There’s a place in heaven—a Timothy Pflueger-designed lounge with Antarctic mineral water on tap and limitless hot hors d’oeuvres, if you must know—reserved for independent film distributors. Alas, the lifespans of the wing-and-a-prayer companies who bring U.S. indies and foreign films to arthouse cinemas and streaming platforms tend to be short. Few operations can navigate the elusiveness of box-office hits, the impatience of investors and the shifts in technologies and tastes for even a single decade.
Strand Releasing, the modestly conceived yet artistically adventurous distributor founded by Jon Gerrans (a Pacifica native), Marcus Hu (San Francisco) and Mike Thomas in 1989, is the happy, thriving exception. The trio found initial success with the culture-countering films of West Coast post-punkers Gregg Araki and Jon Moritsugu and queer Canadian provocateurs John Greyson and Bruce LaBruce. Their next big step was persuading European festival favorites like André Téchiné (Wild Reeds) and Fatih Akin (Head On) to sign with Strand.

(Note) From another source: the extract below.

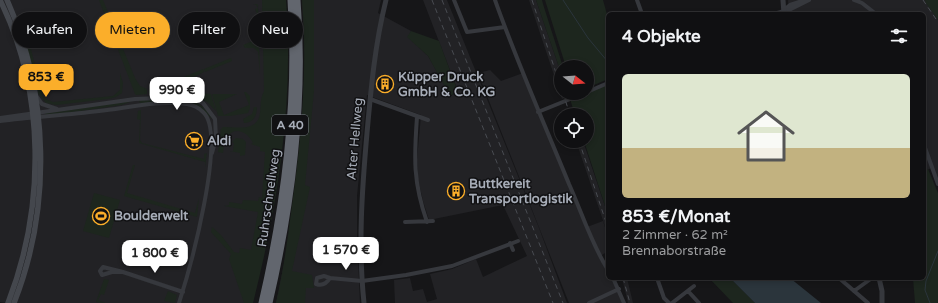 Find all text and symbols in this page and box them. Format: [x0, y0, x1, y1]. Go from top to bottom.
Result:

Strand’s identity as a distributor of gay-oriented art films gradually evolved, highlighted by its championing of the Asian filmmakers Tsai Ming-liang and Apichatpong Weerasethakul, into a company that introduced and nurtured young directors in the Hollywood-dominated U.S. market. Their secret? Hu, Gerrans and Thomas were humble, straightforward, honest and (perhaps most importantly) fans of the artists they worked with. And they never let their egos trick them into producing an expensive film that would have put the company at risk.
A year-long victory lap, in the form of very short films shot on iPhones by more than 30 directors commissioned by Strand and entitled 30/30 Vision: 3 Decades of Strand Releasing, screens for free at SFMOMA this Thursday, Dec. 5. (Presumably it will be made widely available on the Strand site or other online venue.) A globetrotting cornucopia, the program includes João Pedro Rodrigues’ oddly exhilarating visit to the Potemkin steps and local artist Lynn Hershman Leeson’s touching, Vertigo-steeped tribute to Strand.
Jon Moritsugu and Amy Davis inject a laugh-packed blast of energetic irreverence into a lineup that encompasses Elisabeth Subrin’s excerpts from a no-nonsense interview Maria Schneider gave in 1983 and Brady Corbet’s juxtaposition of the fountains at The People’s House in modern-day Bucharest with the execution of the Ceaușescus. The filmmakers come first at Strand Releasing, as they have since the very beginning.